Data for processing →
....

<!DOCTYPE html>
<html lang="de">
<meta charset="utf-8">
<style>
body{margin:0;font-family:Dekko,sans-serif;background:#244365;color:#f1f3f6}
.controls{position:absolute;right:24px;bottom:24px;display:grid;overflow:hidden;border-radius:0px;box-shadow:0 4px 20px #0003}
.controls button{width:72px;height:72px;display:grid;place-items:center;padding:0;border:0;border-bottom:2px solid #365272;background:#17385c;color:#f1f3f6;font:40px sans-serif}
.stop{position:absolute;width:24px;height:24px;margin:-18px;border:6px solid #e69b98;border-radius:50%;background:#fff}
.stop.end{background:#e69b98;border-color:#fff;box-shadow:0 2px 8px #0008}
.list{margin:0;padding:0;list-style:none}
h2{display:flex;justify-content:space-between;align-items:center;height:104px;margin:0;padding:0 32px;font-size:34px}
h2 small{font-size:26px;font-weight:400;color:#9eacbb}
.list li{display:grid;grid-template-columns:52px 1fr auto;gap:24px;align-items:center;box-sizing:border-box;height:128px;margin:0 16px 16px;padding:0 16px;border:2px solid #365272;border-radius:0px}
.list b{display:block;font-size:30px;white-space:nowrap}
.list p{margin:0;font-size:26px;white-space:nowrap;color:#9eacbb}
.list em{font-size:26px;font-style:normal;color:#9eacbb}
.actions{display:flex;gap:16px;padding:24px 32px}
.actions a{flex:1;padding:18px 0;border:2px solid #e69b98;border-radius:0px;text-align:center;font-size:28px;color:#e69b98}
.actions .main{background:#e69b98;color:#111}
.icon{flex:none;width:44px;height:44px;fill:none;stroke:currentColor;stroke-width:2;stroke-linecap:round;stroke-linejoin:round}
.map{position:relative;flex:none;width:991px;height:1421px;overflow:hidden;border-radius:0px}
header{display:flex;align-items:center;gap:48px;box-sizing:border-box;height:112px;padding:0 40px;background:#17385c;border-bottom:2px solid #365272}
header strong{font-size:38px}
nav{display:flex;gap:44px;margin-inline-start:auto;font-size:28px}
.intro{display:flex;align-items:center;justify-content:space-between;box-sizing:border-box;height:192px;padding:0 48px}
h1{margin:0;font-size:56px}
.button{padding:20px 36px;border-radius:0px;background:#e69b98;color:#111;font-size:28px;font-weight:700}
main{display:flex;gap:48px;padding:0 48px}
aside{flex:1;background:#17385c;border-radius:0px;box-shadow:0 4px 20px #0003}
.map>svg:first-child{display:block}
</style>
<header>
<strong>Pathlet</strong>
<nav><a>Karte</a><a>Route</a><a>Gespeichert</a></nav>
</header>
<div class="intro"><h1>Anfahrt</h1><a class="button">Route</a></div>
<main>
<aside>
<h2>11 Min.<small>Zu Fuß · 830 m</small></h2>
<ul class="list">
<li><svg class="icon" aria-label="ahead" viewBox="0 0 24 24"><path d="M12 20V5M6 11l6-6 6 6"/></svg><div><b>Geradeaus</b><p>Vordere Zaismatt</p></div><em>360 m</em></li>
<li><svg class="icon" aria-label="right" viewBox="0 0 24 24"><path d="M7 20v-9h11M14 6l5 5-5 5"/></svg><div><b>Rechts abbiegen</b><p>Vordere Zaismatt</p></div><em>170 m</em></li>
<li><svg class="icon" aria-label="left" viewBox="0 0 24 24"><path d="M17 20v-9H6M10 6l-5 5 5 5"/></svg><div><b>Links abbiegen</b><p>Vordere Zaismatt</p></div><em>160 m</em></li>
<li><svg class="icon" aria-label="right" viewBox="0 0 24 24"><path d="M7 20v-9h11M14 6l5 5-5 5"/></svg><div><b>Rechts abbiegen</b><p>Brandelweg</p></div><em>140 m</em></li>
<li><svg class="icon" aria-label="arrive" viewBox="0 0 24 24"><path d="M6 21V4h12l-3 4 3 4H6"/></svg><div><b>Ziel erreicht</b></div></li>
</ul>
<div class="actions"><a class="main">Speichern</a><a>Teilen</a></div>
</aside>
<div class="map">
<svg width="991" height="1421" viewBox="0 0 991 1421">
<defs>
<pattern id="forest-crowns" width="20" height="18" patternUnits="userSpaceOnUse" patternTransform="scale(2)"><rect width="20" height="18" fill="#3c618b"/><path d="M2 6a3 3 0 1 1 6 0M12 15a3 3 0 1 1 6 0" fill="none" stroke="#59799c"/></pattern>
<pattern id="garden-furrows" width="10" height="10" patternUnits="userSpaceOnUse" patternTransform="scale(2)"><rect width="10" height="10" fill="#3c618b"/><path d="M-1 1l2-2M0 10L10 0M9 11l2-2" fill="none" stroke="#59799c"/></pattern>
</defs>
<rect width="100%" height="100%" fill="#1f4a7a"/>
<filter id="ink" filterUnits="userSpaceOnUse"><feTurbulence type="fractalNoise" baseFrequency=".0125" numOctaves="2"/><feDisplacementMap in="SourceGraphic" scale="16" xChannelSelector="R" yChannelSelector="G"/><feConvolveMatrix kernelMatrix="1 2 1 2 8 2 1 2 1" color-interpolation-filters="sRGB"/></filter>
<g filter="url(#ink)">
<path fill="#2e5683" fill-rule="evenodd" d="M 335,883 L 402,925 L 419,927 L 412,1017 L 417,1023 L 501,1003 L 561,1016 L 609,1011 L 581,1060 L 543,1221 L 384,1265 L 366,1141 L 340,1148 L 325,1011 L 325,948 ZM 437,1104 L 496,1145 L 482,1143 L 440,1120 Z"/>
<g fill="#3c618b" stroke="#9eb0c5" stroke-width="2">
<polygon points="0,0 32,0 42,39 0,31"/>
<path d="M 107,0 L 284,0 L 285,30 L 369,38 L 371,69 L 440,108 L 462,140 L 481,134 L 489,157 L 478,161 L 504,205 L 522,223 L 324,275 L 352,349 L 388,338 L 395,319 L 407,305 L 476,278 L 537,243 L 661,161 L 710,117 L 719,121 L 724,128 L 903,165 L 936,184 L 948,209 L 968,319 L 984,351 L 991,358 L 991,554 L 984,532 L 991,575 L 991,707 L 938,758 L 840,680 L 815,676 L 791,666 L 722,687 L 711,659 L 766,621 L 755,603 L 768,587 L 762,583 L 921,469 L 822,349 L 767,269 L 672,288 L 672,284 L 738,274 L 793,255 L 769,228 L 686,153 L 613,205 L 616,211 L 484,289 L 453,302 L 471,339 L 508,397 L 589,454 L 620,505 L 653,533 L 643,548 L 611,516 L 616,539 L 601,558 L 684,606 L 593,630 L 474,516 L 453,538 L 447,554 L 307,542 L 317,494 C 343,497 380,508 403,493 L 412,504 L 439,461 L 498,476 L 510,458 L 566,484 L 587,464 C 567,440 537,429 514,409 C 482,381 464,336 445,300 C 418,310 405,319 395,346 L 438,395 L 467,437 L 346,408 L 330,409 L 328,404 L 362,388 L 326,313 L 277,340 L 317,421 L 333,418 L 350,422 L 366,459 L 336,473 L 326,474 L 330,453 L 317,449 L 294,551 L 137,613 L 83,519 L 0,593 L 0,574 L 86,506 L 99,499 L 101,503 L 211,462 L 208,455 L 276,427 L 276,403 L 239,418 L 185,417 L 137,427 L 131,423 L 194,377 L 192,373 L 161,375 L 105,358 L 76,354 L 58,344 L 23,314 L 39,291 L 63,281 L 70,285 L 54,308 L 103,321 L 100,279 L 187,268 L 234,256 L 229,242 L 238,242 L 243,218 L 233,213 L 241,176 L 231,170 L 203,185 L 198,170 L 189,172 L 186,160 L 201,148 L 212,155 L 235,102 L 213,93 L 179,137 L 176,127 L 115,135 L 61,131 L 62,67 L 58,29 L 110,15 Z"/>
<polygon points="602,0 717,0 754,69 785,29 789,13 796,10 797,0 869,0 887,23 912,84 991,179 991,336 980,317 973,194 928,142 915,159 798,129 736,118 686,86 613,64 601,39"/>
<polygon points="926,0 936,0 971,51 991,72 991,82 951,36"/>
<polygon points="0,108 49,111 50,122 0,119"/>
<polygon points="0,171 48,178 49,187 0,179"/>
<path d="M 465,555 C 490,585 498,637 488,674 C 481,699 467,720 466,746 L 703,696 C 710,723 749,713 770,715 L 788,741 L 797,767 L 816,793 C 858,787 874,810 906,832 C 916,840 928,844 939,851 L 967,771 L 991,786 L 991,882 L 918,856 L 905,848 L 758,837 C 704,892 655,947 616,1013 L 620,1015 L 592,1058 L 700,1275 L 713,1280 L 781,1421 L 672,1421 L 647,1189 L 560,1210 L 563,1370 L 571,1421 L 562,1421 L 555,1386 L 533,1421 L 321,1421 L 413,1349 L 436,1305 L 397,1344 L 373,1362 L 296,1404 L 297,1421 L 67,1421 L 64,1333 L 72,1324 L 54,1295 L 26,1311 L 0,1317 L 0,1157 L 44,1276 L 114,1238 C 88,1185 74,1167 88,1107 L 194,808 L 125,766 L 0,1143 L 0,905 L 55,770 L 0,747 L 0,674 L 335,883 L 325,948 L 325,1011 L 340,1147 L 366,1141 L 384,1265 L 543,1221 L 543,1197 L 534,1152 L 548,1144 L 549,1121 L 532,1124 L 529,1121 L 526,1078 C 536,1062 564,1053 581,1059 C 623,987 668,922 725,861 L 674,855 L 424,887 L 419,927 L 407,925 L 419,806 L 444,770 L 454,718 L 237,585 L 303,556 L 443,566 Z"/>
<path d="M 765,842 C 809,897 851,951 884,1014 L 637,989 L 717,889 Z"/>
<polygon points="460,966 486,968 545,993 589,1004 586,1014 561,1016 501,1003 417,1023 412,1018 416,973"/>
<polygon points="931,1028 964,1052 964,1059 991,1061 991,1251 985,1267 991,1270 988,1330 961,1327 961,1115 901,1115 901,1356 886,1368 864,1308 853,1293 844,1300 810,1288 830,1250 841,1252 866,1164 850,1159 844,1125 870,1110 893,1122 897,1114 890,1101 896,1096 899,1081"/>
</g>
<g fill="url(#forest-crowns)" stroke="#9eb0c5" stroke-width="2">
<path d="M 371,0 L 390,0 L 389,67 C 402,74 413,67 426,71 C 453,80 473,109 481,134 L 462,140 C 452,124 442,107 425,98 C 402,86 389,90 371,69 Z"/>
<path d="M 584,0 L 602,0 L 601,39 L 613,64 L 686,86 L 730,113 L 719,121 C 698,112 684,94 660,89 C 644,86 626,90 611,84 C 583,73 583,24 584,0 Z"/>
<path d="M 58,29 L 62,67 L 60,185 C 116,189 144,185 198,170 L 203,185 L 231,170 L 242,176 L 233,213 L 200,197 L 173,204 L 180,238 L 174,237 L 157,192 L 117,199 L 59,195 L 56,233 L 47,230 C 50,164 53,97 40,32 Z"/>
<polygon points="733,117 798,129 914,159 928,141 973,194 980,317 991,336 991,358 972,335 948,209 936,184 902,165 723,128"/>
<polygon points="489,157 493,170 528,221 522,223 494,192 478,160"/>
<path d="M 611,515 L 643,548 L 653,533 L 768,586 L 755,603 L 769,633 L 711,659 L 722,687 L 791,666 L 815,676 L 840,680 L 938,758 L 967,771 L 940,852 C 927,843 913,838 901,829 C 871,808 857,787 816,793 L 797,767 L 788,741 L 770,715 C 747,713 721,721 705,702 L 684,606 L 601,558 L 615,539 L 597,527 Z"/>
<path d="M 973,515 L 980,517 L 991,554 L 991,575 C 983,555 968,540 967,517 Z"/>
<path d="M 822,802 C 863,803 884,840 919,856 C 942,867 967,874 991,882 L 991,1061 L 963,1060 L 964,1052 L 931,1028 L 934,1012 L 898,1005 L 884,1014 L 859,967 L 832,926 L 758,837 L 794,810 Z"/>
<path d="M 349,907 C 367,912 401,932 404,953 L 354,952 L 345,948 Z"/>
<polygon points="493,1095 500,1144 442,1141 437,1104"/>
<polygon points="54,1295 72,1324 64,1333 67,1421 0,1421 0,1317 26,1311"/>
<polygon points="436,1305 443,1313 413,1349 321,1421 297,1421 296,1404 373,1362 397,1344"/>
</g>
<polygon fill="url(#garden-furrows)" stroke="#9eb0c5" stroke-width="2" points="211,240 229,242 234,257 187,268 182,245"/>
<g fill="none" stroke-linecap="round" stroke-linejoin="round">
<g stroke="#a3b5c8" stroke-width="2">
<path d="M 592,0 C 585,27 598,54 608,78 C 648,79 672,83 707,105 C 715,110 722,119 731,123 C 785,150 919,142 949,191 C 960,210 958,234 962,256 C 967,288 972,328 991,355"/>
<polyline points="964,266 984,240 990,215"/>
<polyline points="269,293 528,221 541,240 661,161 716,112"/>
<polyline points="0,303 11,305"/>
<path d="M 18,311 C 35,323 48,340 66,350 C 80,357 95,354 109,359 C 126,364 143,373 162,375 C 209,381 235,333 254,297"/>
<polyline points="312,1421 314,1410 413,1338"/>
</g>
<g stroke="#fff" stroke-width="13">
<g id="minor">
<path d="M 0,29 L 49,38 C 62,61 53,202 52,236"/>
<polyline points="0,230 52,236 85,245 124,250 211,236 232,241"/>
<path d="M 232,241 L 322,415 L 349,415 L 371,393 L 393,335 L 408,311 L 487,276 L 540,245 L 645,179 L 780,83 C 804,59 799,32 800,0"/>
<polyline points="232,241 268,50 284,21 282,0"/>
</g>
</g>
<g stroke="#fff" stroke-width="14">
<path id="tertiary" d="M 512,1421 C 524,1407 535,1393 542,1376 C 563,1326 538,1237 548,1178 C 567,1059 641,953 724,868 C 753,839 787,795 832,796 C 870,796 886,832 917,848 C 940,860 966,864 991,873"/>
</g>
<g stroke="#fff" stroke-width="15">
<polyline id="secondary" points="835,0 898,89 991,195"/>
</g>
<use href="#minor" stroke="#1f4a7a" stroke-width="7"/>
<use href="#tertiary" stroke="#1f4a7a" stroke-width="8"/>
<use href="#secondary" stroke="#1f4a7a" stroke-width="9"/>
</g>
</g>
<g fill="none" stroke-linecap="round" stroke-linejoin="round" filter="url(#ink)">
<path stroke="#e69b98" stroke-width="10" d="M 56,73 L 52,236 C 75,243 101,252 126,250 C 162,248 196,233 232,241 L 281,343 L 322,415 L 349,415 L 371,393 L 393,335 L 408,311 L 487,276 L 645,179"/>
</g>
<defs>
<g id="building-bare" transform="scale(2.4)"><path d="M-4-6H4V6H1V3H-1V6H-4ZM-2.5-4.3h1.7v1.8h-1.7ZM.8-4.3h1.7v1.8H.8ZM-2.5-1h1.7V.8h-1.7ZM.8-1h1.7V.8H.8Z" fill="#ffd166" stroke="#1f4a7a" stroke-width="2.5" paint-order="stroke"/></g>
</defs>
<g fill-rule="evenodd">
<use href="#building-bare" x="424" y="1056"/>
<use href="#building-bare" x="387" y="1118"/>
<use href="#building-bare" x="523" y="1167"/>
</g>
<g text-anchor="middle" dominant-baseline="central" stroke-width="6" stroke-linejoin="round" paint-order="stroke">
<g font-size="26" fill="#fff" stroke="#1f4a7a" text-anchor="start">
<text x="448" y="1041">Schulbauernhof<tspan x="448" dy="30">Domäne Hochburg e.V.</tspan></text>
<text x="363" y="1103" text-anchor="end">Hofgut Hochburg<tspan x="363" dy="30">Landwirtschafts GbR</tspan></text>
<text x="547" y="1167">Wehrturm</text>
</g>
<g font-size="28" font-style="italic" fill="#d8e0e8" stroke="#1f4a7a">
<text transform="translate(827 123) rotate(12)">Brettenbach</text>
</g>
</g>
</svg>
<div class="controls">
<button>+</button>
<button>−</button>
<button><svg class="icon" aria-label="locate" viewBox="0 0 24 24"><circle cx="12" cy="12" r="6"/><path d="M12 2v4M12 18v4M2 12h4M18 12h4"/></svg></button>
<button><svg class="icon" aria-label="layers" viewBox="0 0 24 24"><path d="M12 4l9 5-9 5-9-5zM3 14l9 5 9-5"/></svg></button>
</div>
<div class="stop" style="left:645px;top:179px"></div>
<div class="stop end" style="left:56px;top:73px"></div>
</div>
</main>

....

Only lines with the word "nowrap" are wanted, so copy each one from the records.

.list b{display:block;font-size:30px;white-space:nowrap}
.list p{margin:0;font-size:26px;white-space:nowrap;color:#9eacbb}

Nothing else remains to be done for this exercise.